Not just to get a kind of their motivations that are underlying the responses, but like what do they see when they read these items? And like what do they think that they’re meant to represent? It would be hard to make an argument for construct validity or content validity as a sort of an aspect without knowing exactly what the participant is thinking about when they’re reading that item and providing that response.

So I think that’s extremely important. And I think that’s something that we don’t really, I mean, at least when I was a student, we don’t really emphasize that aspect of the sort of, I don’t know if that’s user experience from the perspective of your respondent. Like what is the actual, what are they actually thinking about?

What are they actually doing when they commit that numerical rating to paper or whatever?

[Tara Behrend] (13:00 – 13:31)
I think it’s incredibly important to just consider the psychological and social context that exists around the experience of taking a survey that no amount of statistics in the world will tell you that answer, right? I think that’s why we try to focus on design as a concept instead of analysis because you cannot, you can’t discover the kinds of issues that you’re raising about like fear of repercussions or any of that by doing more factor analyses, right? Like it will never tell you that that’s what’s going on.

[Cort Rudolph] (13:31 – 15:21)
Yeah. I think, you know, as a general statement to your point about long surveys and choosing good items and how we think about the process, I think as students we’re trained to think about complexity too much. Everything in psychology is multidimensional and I’m not going to argue that it’s not, but our theories aren’t written at that level.

And our ability to test them is constrained by those operationalizations because if you have a complex factor model that has, you know, an overarching hierarchical by factor, whatever structure and 17 specific factor, like at what level is the theory written that would allow you to test the relation between X and Y if there’s 17 underlying dimensions, right? We don’t have that unfortunately. And so I think if we’re trying to streamline surveys and test, you know, test relations that make sense based on our theories, we have to ask ourselves, is that complexity meaningful?

Is there a simpler way to get at the same idea with fewer items that’s going to burden participants less, that’s going to actually let us answer the question a little bit more directly. Speaking about that, you know, project we were, you know, sort of talking about a few minutes ago, that’s one of the challenges we certainly had there, which is like, yeah, we have all these nice multidimensional scales, but the question is like, at what level are we really interested in making the arguments here? Often the theory isn’t written at the level of the dimensions and the dimensions are interesting, but they don’t really help us make better explanations for people’s behavior.

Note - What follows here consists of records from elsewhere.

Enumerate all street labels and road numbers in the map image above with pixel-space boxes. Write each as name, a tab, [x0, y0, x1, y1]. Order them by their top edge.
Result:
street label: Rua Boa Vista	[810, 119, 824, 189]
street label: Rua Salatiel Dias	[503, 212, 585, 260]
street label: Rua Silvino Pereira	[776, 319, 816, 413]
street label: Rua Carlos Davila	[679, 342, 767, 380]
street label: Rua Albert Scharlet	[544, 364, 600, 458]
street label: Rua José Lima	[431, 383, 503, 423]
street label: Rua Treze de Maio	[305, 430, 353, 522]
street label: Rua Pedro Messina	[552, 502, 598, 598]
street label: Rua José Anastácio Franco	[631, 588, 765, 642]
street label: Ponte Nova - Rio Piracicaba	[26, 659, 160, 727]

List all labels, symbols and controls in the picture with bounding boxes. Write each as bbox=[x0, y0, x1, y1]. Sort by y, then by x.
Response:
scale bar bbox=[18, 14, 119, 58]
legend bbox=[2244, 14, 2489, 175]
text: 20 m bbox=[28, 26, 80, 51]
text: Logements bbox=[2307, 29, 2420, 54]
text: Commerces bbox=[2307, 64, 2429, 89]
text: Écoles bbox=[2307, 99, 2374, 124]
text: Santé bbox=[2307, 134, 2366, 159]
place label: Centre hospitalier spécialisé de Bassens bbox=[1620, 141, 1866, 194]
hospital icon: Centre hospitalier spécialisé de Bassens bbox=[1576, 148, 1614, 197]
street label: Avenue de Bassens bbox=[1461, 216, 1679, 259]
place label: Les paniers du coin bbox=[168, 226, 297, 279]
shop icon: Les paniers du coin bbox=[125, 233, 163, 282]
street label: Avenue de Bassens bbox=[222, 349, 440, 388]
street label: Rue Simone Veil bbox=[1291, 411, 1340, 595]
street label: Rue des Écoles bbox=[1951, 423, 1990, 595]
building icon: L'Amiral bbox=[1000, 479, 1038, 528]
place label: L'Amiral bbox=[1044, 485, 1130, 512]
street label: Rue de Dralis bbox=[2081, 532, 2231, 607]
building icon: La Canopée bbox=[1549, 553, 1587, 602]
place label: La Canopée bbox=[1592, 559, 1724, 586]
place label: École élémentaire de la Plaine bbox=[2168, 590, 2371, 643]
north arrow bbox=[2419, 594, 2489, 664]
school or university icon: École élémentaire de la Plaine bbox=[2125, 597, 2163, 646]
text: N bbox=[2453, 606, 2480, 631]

So that’s something I, you know, I think I struggle with and I struggle impressing that upon students too, because I teach a psychometrics course to our PhD students, and we do a scale development project and they all want to develop these, oh, this is a multidimensional measure of X or Y or whatever. And it’s like, no, you have to figure out how to develop a good measure of one thing first, and then explain the complexity of it. And I think that’s sort of where people struggle a little bit is trying to do everything.

[Tara Behrend] (15:21 – 15:32)
And it’s certainly the case that we’re not measuring behavior at that level of granularity. And so we’ve got these like super fancy predictors of really gross, broad strokes of behavior, which doesn’t really align.

[Richard Landers] (15:33 – 15:50)
Absolutely. Maybe to give us some practical examples, how did you navigate this like as a research team for your Dozens of Waves Unicorn Project? Were you having discussions about response processes and how people are thinking or like, how did you tackle it?

[Cort Rudolph] (15:50 – 17:10)
Yeah, so I’ll talk out of both sides of my mouth here for a second, because I think we should be doing that. But on the other hand, this was a pretty quick process, right? We had to build this really quickly.

And so it wasn’t as systematic as I alluded to, right? We didn’t have the opportunity to go and talk to these folks and get a sense of all this. No, it was more about, can we find measures that represent kind of our best guess at the best way of measuring or assessing this particular, you know, any particular idea that we were interested in.

At the same time during that project, during the pandemic, we were seeing like almost daily, like a new measure coming out to measure some aspect of pandemic fatigue or like safety behaviors or things like that. And so we were able to adapt those in to certain ways of the survey when it made sense. Not every measure was collected at every wave.

Certain things that we thought would be more stable were collected maybe on a yearly basis instead of being on a monthly basis. So for example, we have measures of big five markers in there, but they weren’t collected at every wave. They were collected at baseline and then in every December survey.

So I mean, I think it’s about making choices about not only like where, not only what measures you collect, but when you collect them and why you collect them when you do, if that makes sense.

[Richard Landers] (17:10 – 17:49)
Yeah. You know, I, part of the reason I ask is, is I feel like the kind of challenges that you’ve faced and that people face in longitudinal projects like that also more closely mimic what people face in practice, where you’re often jumping into an environment where there’s some history of measurement that you don’t really quite know exactly what happened. And people have been like, oh, this is really important to me now.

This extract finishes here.